Just days after making a pledge to power all of its worldwide data centers with 100 percent renewable energy by the end of 2017, Google very quietly opened its Eemshaven, Netherlands facility last week, according to Dutch online news service NU.nl, which spoke to local union leaders there.
But the news wasn’t even covered on Google’s own Web page for the facility, and Google has yet to respond to Data Center Knowledge’s request for details.
When ground was broken on the project in September 2014, it was to be built on 109 acres of prime real estate in the Dutch seaport, with a projected investment of $773 million. As it stands, the facility was opened on time, although we know nothing more yet about the company’s budget goals.
In a company blog post published at the time of groundbreaking, William Echikson, who headed Google’s data center community relations then, pledged that the facility would run on 100 percent renewable energy, and would be fully free-cooled, including with the use of “grey water” (unfiltered, untreated, but not yet waste water).
Indeed, just a few months after that post, Google entered into a 10-year deal with Eneco, one of the Netherlands’ major gas producers. That company had already been constructing a 19-turbine wind farm in Delfzijl, just a few miles south, using partially offshore turbines built on an artificial reef. That production facility opened in September 2015, with Eneco reporting its total production capacity at 62.7 MW.
Although that facility could power as many as 55,000 Dutch households, the industry publication Wind Power Intelligence reported the previous December that Eneco’s 10-year deal with Google was for its entire output.
So why the quiet attitude? It would appear Google’s project is another in a string of successes.

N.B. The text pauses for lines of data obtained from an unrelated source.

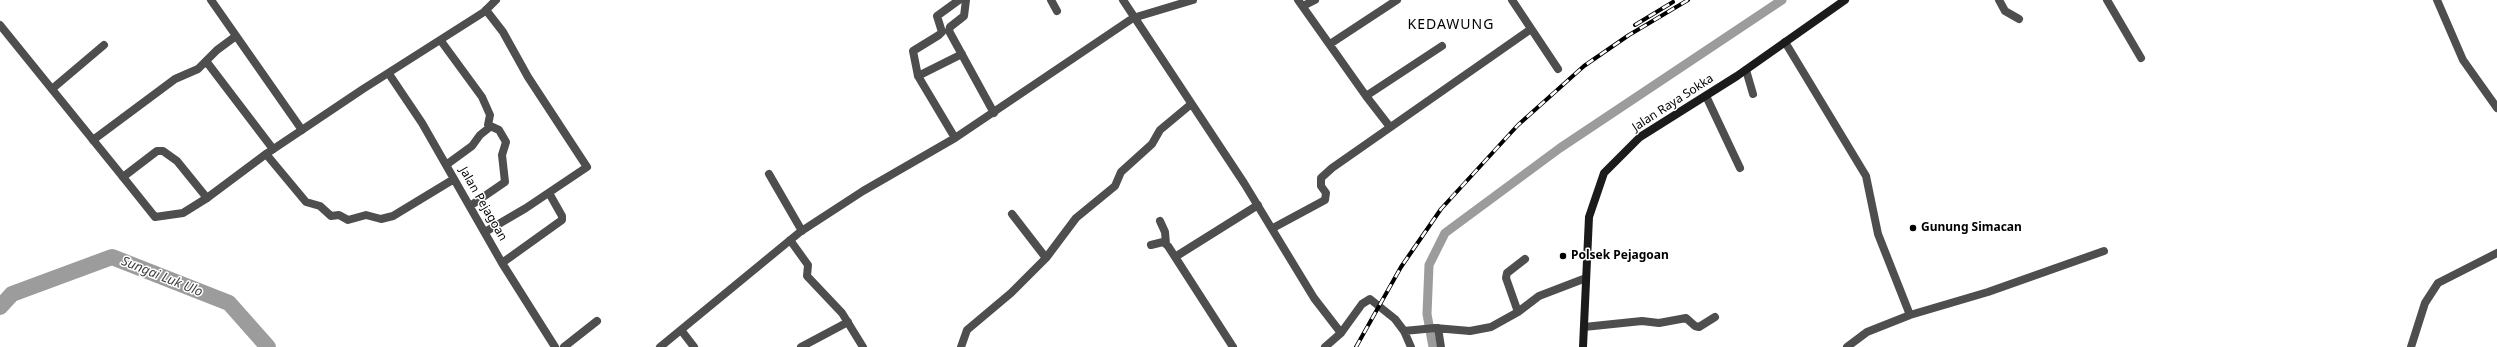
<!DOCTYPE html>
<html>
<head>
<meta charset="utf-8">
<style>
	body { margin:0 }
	canvas { display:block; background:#fff }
</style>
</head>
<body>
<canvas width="2497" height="347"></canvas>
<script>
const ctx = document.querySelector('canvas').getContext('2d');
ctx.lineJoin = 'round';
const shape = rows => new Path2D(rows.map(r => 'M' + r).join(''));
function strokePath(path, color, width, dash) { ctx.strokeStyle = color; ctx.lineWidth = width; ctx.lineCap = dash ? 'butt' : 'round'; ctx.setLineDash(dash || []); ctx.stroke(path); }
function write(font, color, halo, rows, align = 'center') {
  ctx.font = font + ' "Noto Sans",sans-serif'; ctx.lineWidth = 3; ctx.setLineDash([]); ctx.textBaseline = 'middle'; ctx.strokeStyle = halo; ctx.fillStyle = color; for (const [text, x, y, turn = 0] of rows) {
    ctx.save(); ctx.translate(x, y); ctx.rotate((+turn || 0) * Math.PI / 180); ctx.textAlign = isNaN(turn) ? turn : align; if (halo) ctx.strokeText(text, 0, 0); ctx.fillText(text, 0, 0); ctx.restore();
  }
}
const canal = shape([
	[1433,347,1427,314,1429,265,1445,233,1560,148,1782,0]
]);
const river = shape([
	[0,307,12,294,112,257,229,303,268,347]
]);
const minor = shape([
	[211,0,302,130],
	[966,0,964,16,950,27,949,31,994,113],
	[1051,0,1057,11],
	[1123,0,1244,183,1314,298,1341,333],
	[1298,0,1366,96],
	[1512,0,1558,69],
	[1999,0,2005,11,2019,19],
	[2107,0,2141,58],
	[2437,0,2463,60,2497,108],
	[1303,6,1315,0],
	[441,41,482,97,490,115,488,125,499,130,506,142,502,155,505,182,470,206],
	[1785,42,1866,176,1878,234,1910,315],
	[1330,44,1397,0],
	[206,61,273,149],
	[1746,70,1753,94],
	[389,74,422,123,502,263,555,347],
	[918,76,913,51,939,35,942,32,937,16,959,0],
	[52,89,104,45],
	[1706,96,1740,168],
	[1390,127,1366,96,1442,46],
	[955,138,918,76,962,54],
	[93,140,175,79,198,69,217,50,236,36],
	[266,154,306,202,320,206,331,216,339,215,348,220,366,215,381,219,393,216,454,179],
	[446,165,472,146,480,135,490,127],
	[769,174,802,231],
	[123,177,155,217,183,213,207,198],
	[1160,221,1165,232,1166,244],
	[1273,228,1325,200,1326,193,1321,186,1321,178,1332,168,1531,29],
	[485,232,526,208,587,167,528,77,503,32,486,10],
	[790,240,808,265,807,276,842,313,863,347],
	[1151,245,1163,242,1168,246,1233,347],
	[1175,257,1258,205],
	[1046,258,1076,218,1115,186,1121,172,1152,144,1160,130,1190,105],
	[502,263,562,220,562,216,549,193],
	[1518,312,1506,278,1507,273,1525,259],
	[1584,327,1642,321,1659,323,1686,318,1695,326,1699,327,1715,317],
	[1438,328,1441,347],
	[681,330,694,347],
	[1404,331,1435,328,1470,331,1491,327,1518,312,1539,296,1586,278],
	[564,347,597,321],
	[660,347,800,232,863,191,955,138,1133,18,1193,0],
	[801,347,848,322],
	[961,347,967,330,1011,293,1046,258,1012,214],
	[1325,347,1341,333,1362,304,1370,299,1395,319,1404,331,1411,347],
	[1847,347,1867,332,1910,315,1988,292,2104,251],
	[2411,347,2425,303,2438,283,2497,253]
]);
const tertiary = shape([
	[0,25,123,177,157,151,163,151,177,161,207,198,266,154,363,89,484,12,496,0]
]);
const secondary = shape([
	[1583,347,1589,217,1604,173,1640,137,1737,76,1845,0]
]);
const rail = shape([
	[1635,25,1673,2],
	[1356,347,1401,267,1441,209,1518,125,1584,66,1629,35,1688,0]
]);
const markers = [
	[1913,228,4,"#000"],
	[1563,256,4,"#000"]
];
const streetNames = [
	["Jalan Raya Sokka",1673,103,-33],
	["Jalan Pejagoan",483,204,60]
];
const poiNames = [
	["Gunung Simacan",1921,228],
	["Polsek Pejagoan",1571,256]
];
const waterNames = [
	["Sungai Luk Ulo",162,277,22]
];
const quarterNames = [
	["KEDAWUNG",1451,25]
];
strokePath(canal, '#9c9c9c', 9);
strokePath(river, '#9c9c9c', 16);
strokePath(minor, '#4e4e4e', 8);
strokePath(tertiary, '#4e4e4e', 8);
strokePath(secondary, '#1b1b1b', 8);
strokePath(rail, '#000', 4);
strokePath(rail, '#fff', 2.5, [8]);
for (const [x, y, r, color] of markers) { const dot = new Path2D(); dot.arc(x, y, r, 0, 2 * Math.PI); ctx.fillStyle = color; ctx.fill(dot); strokePath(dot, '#fff', 1.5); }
write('12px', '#000', '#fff', streetNames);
write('bold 12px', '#000', '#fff', poiNames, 'left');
write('italic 13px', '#3d3d3d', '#fff', waterNames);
ctx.letterSpacing = '1px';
write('14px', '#000', '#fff', quarterNames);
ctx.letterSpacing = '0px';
</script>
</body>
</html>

As it turns out, a former Google director and European data center contract negotiator named Simon Tusha pled guilty last May to one count of conspiracy to defraud the U.S.
Specifically, Tusha admitted to receiving kickbacks from both Dutch and British companies, and then hiding those kickback funds through a series of shell companies. U.S. investigators stumbled onto Tusha, according to the Pittsburgh Post-Gazette, quite by accident — through a criminal investigation of a Pennsylvania drug ring operated by one of the men involved in Tusha’s shell companies.
Late last month, Dutch real estate magnate Rudy Stroink, the former head of TCN Group, known in the Netherlands as the “Mr. Clean of Real Estate” — was indicted for allegedly paying out the bribes, totaling some €1.7 million, to which Tusha pled guilty of receiving.
The story is front-page, live-coverage news all over the Netherlands, involving one of its most well-known public figures.
For its part, Google has distanced itself from the proceedings, issuing a statement last month saying that the Eemshaven project began after Tusha had already left the company, and adding, “We are the victim of the crimes that will be charged.”